EXERCISE AIM: Could you transcribe the records below exactly, leaving out every picture?

MATERIAL SUPPLIED:
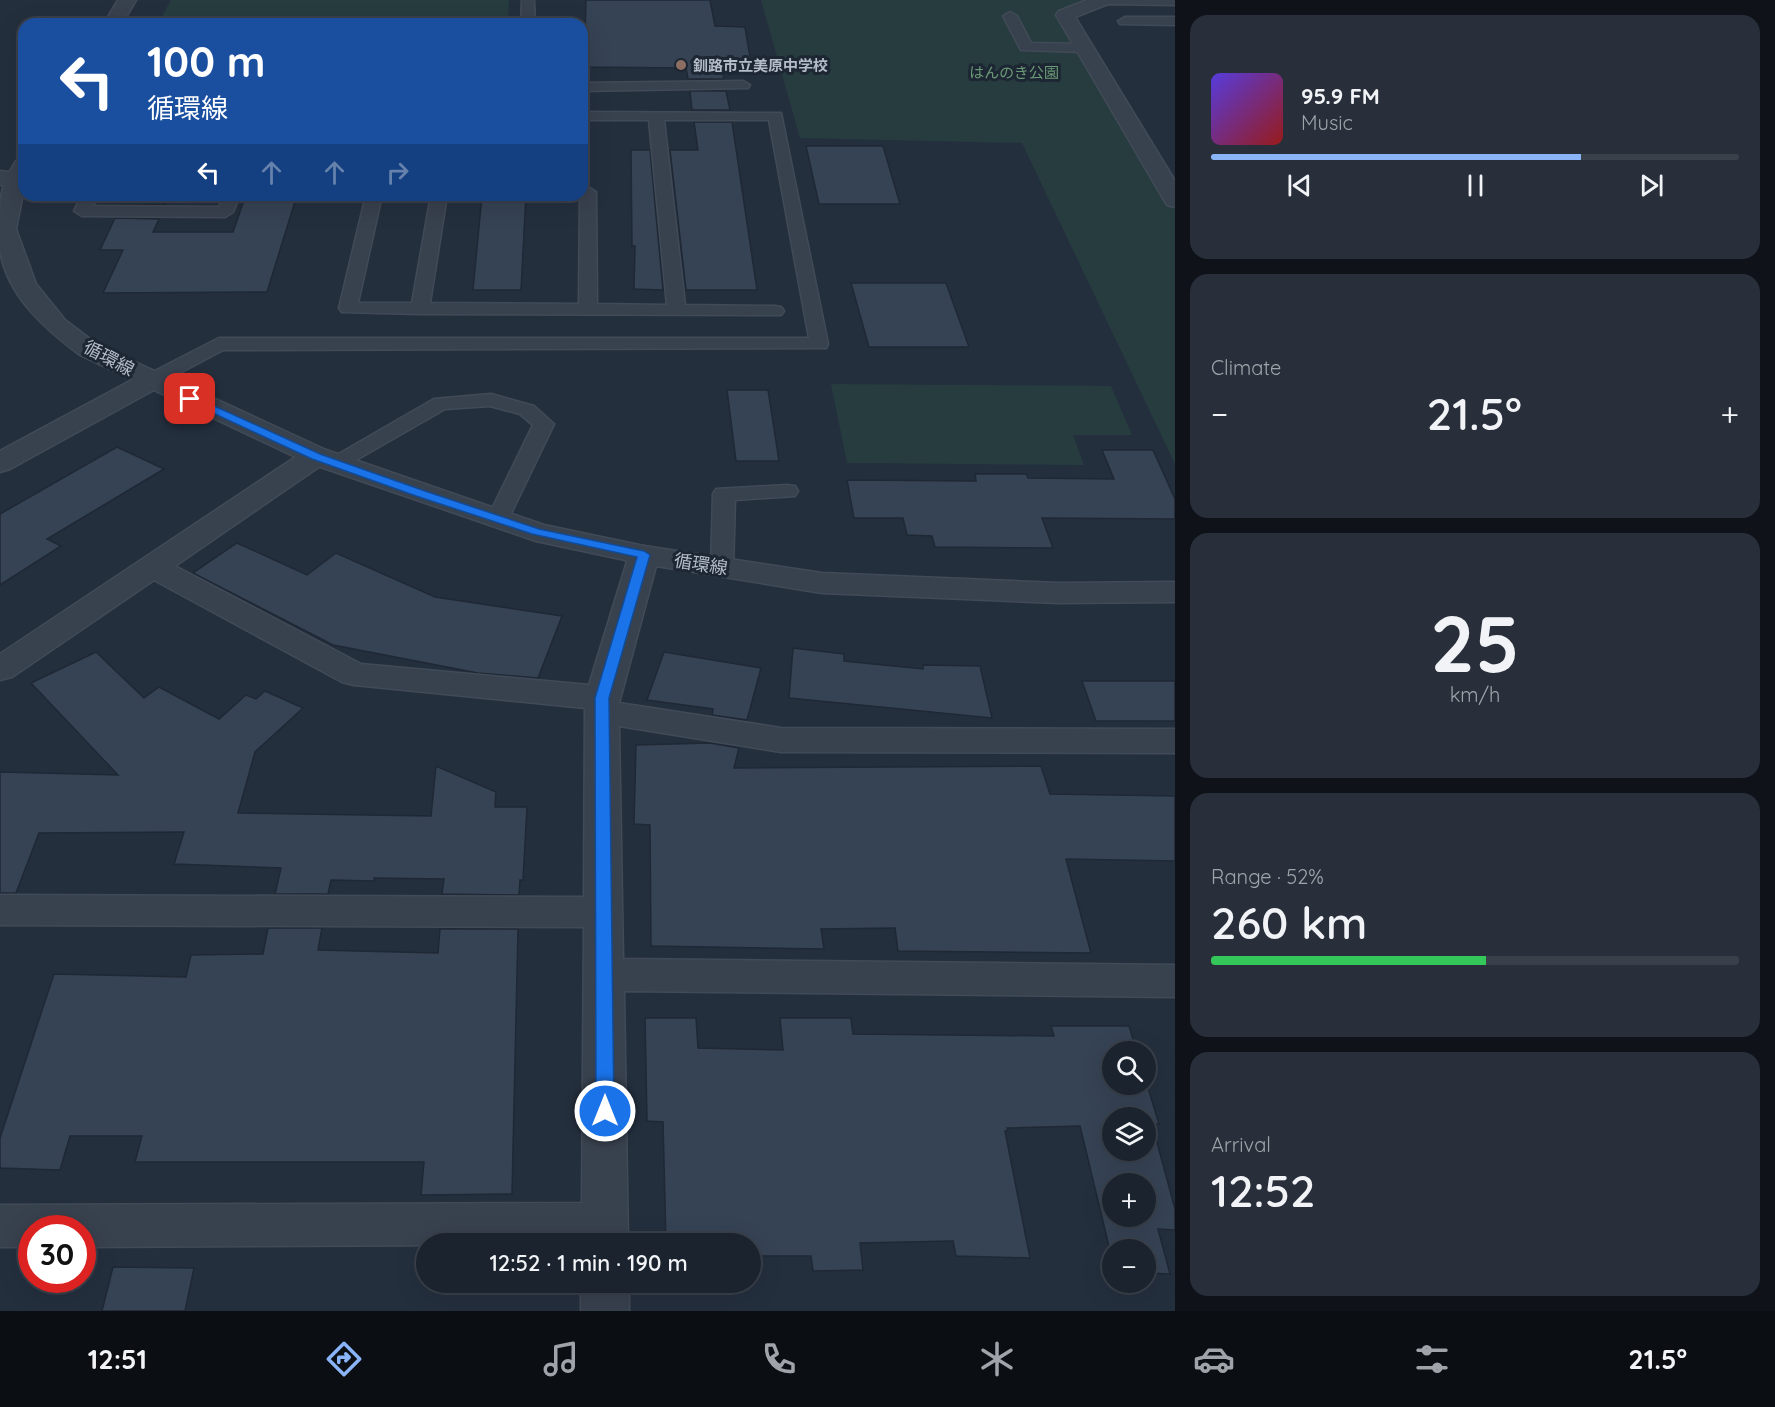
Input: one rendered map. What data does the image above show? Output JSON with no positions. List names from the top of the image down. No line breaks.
{"streets":{"street":["循環線"]},"parks":["はんのき公園"],"places":["釧路市立美原中学校"],"page":{"turn":["100 m","循環線"],"song":["95.9 FM","Music"],"tile":["Climate",["25","km/h"],["Range · 52%","260 km"],["Arrival","12:52"]],"heat":["−","21.5°","+"],"map_buttons":["+","−"],"limit":"30","trip":"12:52 · 1 min · 190 m","tabs":["12:51","21.5°"]}}
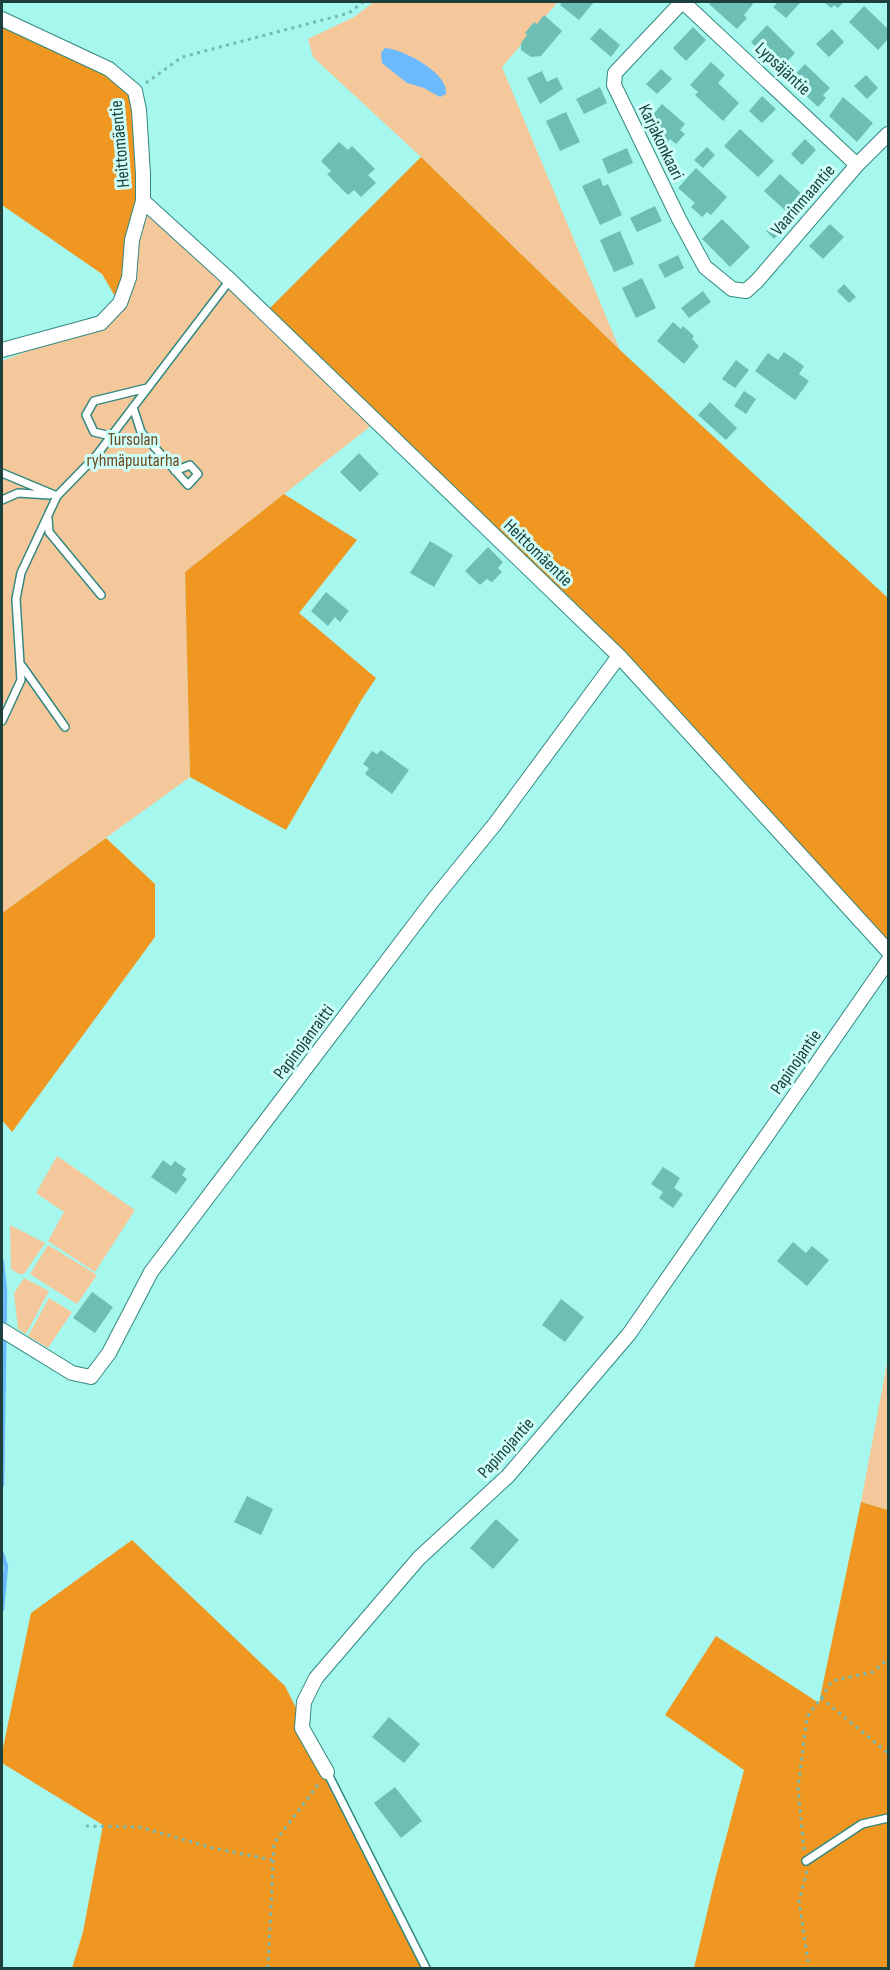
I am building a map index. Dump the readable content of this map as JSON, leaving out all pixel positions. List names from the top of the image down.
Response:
{
  "streets": {
    "street": [
      "Lypsäjäntie",
      "Karjakonkaari",
      "Heittomäentie",
      "Vaarinmaantie",
      "Papinojanraitti",
      "Papinojantie"
    ]
  },
  "crossings": [
    ["Lypsäjäntie", "Karjakonkaari"],
    ["Lypsäjäntie", "Vaarinmaantie"],
    ["Karjakonkaari", "Vaarinmaantie"],
    ["Heittomäentie", "Papinojanraitti"]
  ],
  "parks": ["Tursolan ryhmäpuutarha"]
}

ANSWER AREA:
Input: one rendered map. What data does the image above show? Output JSON with no positions. List names from the top of the image down. No line breaks.
{"streets":{"street":["循環線"]},"parks":["はんのき公園"],"places":["釧路市立美原中学校"],"page":{"turn":["100 m","循環線"],"song":["95.9 FM","Music"],"tile":["Climate",["25","km/h"],["Range · 52%","260 km"],["Arrival","12:52"]],"heat":["−","21.5°","+"],"map_buttons":["+","−"],"limit":"30","trip":"12:52 · 1 min · 190 m","tabs":["12:51","21.5°"]}}
I am building a map index. Dump the readable content of this map as JSON, leaving out all pixel positions. List names from the top of the image down.
Response:
{
  "streets": {
    "street": [
      "Lypsäjäntie",
      "Karjakonkaari",
      "Heittomäentie",
      "Vaarinmaantie",
      "Papinojanraitti",
      "Papinojantie"
    ]
  },
  "crossings": [
    ["Lypsäjäntie", "Karjakonkaari"],
    ["Lypsäjäntie", "Vaarinmaantie"],
    ["Karjakonkaari", "Vaarinmaantie"],
    ["Heittomäentie", "Papinojanraitti"]
  ],
  "parks": ["Tursolan ryhmäpuutarha"]
}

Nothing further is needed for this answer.